Given records -
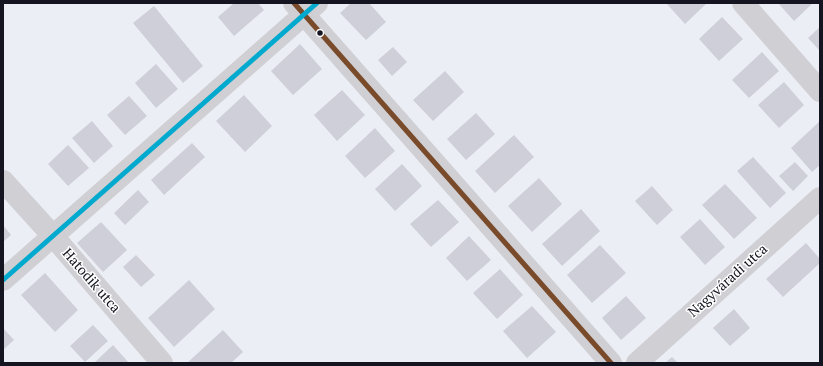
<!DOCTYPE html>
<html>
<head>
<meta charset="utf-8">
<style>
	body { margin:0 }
	#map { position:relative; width:823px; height:366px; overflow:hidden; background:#eceef6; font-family:"PT Serif",serif }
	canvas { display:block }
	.frame { position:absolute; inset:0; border:4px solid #151521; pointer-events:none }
</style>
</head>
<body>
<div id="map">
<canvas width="823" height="366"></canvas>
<div class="frame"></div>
</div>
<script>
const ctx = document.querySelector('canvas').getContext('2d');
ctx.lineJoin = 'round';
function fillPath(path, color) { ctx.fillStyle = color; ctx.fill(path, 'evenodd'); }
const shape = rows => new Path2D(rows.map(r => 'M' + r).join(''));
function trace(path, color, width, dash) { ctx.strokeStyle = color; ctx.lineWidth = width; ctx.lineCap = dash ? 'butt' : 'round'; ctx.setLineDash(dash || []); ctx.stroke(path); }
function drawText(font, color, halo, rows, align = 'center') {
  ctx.font = font + ' "PT Serif",serif'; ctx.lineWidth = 3; ctx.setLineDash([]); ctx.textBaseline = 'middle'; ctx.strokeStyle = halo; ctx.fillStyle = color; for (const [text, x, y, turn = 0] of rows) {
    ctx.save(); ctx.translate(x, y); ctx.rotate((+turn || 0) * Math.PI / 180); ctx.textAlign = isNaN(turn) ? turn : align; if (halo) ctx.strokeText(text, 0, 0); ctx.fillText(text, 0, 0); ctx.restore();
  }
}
fillPath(shape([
	[234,3,258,3,264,10,234,36,218,17],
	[351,3,369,3,386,22,366,40,340,13],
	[666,3,707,3,685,24],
	[778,3,813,3,794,21],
	[154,6,203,66,183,83,133,23],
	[722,17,743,39,719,61,699,39],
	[820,27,820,51,808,38],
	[300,44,322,69,293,95,271,71],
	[393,47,407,62,392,76,378,60],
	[762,52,779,71,749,98,732,80],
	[156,64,178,89,156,108,135,83],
	[445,71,464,92,433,121,413,100],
	[784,82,804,105,779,128,758,105],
	[342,90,365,115,337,141,314,115],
	[244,95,272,126,245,152,216,121],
	[129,96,147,116,125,135,107,115],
	[476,113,495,134,466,160,447,139],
	[92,121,113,146,94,163,72,138],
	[820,121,820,165,812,172,791,148],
	[375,128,395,151,365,178,345,156],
	[514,135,534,157,495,193,475,171],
	[192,143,205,157,164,195,151,180],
	[68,145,89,168,68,186,48,164],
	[753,157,786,193,770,208,737,171],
	[795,162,808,176,793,191,779,176],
	[402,164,422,186,395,211,375,189],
	[539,178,562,204,532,232,508,206],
	[725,184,757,218,734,239,702,205],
	[652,186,673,210,657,225,635,201],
	[138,190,149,202,125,225,114,213],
	[438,200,459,222,431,247,410,224],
	[581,209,600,231,562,266,542,244],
	[700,219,725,247,705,265,680,237],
	[101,222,127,250,103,272,77,243],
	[3,225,11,235,3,242],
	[469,236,491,260,467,281,446,258],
	[806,243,820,259,820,263,783,297,766,279],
	[600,245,626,273,592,303,567,275],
	[136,255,155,275,141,287,123,267],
	[500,269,523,295,497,319,473,293],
	[45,273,78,310,55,332,21,295],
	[189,280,215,309,174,347,148,318],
	[626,296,646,318,621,340,602,318],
	[532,306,556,332,527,358,503,331],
	[734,309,750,328,730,346,713,328],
	[93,325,108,341,85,362,70,346],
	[3,328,14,340,3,350],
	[223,330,243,352,231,363,187,363],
	[113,345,129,363,94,363],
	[672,357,678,363,665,363]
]), '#cecfd9');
trace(shape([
	[294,3,611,363],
	[743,3,820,91],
	[3,181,53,236,162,363],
	[3,280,317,3],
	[637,363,820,198]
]), '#cfcfd4', 22);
trace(shape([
	[294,3,611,363]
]), '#7a4b2a', 5);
trace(shape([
	[3,280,317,3]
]), '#00a9ce', 5);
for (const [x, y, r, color] of [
	[320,33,3.5,"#151521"]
]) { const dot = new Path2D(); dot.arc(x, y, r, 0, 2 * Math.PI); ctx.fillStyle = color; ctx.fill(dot); trace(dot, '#fff', 1.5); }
drawText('14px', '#151521', '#fff', [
	["Hatodik utca",91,281,49],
	["Nagyváradi utca",728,281,-42]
]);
</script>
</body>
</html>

Task details -
Lines holding "lineWidth" in the material above are to be reported.

Response to the exercise -
function trace(path, color, width, dash) { ctx.strokeStyle = color; ctx.lineWidth = width; ctx.lineCap = dash ? 'butt' : 'round'; ctx.setLineDash(dash || []); ctx.stroke(path); }
  ctx.font = font + ' "PT Serif",serif'; ctx.lineWidth = 3; ctx.setLineDash([]); ctx.textBaseline = 'middle'; ctx.strokeStyle = halo; ctx.fillStyle = color; for (const [text, x, y, turn = 0] of rows) {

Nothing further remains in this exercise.